Ventilator-associated pneumonia (VAP) is a common healthcare-associated infection in neonates attributable to immature respiratory centers and limited diaphragmatic strength. Neonatal VAP consequences include morbidity (bronchopulmonary dysplasia [BPD]), mortality, increased length of stay in the NICU and hospital costs [1]. VAP in neonates differs from pediatric and adult cases; neonates with respiratory failure are usually intubated with an uncuffed endotracheal tube. Additionally, daily oral hygiene with chlorhexidine mouth rinse or gel has been incorporated into routine neonatal care for intubated newborns.
The number of vulnerable preterm infants has increased with sophisticated care; nevertheless, they remain immunocompromised hosts and have underdeveloped organs which necessitate prolonged invasive device use and procedures during admission. According to the International Nosocomial Infection Control Consortium (INICC), the ventilator utilization ratio (VUR) in neonatal intensive care unit (NICU) settings increased from 0.14 in 2004–2009 [2] to 0.23 in 2012–2017 [3]. The imperative for robust infection prevention and control (IPC) of VAP poses a formidable challenge in the NICU and in high multidrug-resistant (MDR) and resource-limited areas. Specifically, the IPC of neonatal VAP can be categorized into general and specific elements [1].

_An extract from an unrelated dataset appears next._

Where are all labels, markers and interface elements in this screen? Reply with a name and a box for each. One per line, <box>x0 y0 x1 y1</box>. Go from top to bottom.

Bundle elements include stringent hand hygiene, improved nutrition and feeding, closed tracheal suction system, appropriate patient positioning, meticulous management of ventilator circuits (changes when visibly soiled), oral care with maternal milk [4,5], environmental cleaning, and daily assessment of readiness to extubate (early extubation) [1]. Ventilator bundle care is generally low-risk and intuitive; nonetheless, none of the specific elements are supported by substantial research or evidence in the neonatal population [6]. IPC for neonatal care differs from that for children or adults because of immature immunity, incubator use, and poor oral care. Notably, heat and moisture exchanger (HME) circuits may reduce condensate in ventilator circuits by offsetting the temperature difference between the NICU environment and the incubator. A previous meta-analysis reported that oral care with maternal milk reduces VAP incidence [7].

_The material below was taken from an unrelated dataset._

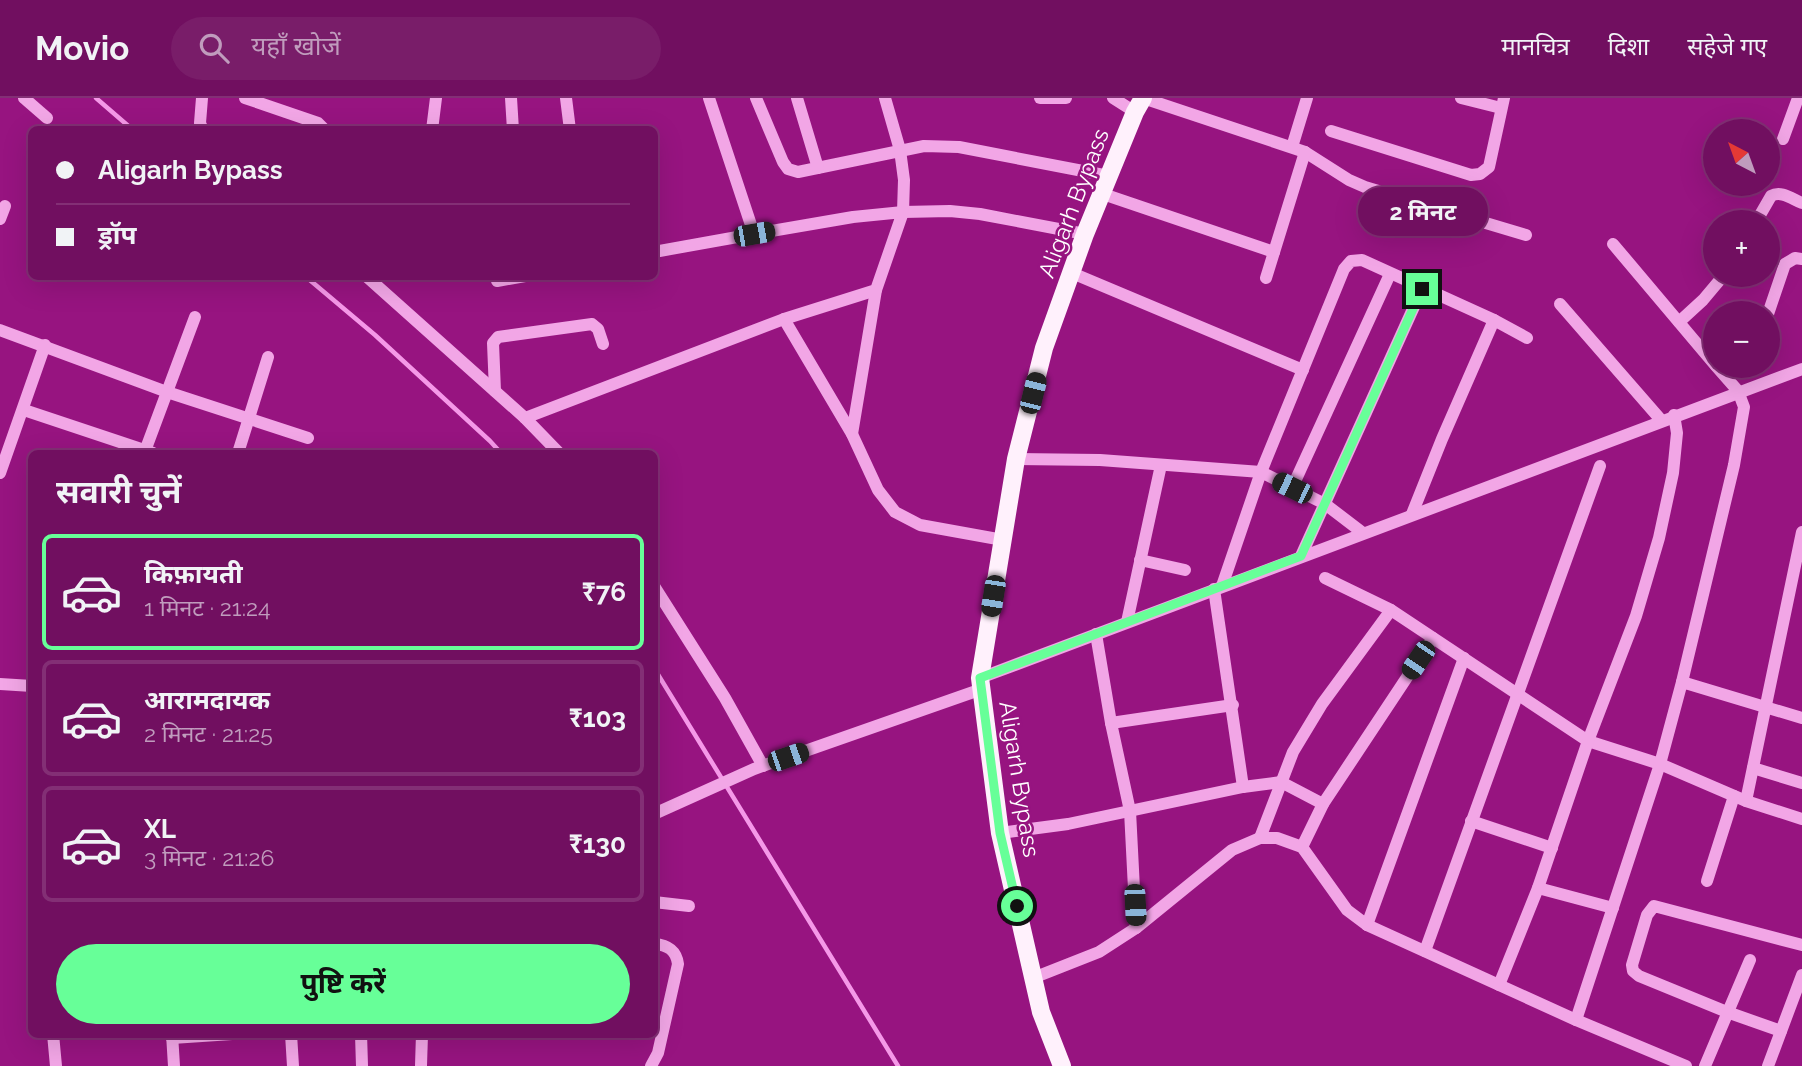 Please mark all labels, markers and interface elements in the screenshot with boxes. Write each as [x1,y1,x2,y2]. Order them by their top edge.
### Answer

Key respiratory concepts for assisted ventilation include gentle ventilation (permissive hypercapnia [PaCO2 50–60 mmHg] and defined oxygen saturation targets [91–95%]) [8], early extubation (daily assessment and judicious minimization of invasive ventilation duration), and full support of noninvasive ventilation (NIV). Emerging NIV modes include nasal high-frequency oscillatory ventilation (nHFOV) [9,10] and nasal synchronized intermittent positive pressure ventilation (nSIPPV) [11]. Importantly, meta-analyses suggest that both nHFOV and n(S)IPPV reduce reintubation rates compared with nasal continuous positive airway pressure (nCPAP); nSIPPV may be the most effective post-extubation support mode. Nonetheless, current evidence is limited to small studies [12].
Acinetobacter baumannii, particularly carbapenem-resistant A. baumannii (CRAB), is a common VAP pathogen in both adults and neonates in Southeast Asia [13,14,15]. Most CRAB pathogens are colistin-susceptible. Intravenous colistin administration is an empirical antimicrobial therapy used in the NICU in highly endemic areas [16,17,18].

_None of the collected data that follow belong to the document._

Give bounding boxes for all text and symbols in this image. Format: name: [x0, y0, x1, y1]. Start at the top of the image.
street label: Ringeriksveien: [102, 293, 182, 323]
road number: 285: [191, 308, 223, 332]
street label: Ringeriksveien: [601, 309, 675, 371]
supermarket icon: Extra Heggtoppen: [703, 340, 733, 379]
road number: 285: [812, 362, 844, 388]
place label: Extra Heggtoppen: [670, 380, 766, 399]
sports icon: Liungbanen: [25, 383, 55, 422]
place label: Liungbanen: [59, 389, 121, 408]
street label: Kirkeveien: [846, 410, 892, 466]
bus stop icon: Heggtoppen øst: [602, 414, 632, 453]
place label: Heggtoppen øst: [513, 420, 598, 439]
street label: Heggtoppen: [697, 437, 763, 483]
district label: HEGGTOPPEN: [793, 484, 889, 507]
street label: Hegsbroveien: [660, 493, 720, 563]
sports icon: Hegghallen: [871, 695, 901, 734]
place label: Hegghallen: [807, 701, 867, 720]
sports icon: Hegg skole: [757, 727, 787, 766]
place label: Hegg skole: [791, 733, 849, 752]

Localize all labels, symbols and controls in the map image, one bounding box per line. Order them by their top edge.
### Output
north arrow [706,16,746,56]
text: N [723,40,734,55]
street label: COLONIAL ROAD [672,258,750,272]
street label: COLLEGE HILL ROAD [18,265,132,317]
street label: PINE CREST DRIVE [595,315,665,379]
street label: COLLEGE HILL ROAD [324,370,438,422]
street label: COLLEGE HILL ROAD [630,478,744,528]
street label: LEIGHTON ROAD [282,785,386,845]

Ventilator bundle care is routine in neonatal care. Additionally, new NIV modes prevent reintubation and may reduce VAP rates and broad-spectrum antimicrobial use. We applied core elements of antimicrobial stewardship and addressed knowledge gaps through a multidisciplinary approach in a quasi-experimental study conducted over three periods in a NICU in Thailand. IPC practices in period 1 (2014–2017: environmental cleaning, installation of HME, HFOV as the primary mode, and nHFOV), period 2 (2018–2020: oral care with maternal milk), and period 3 (2021–2024: nSIPPV) were implemented to assess the effects of specific bundles on neonatal VAP and colistin use.

2. Results

Over 11 years, 5414 and 2470 neonates were admitted and intubated, respectively. The number of ventilator days (VD) was 17,820, and the median (interquartile range) duration of intubation was 4 (1–7) days. The baseline characteristics and outcomes during periods 1, 2, and 3 are provided in Table 1.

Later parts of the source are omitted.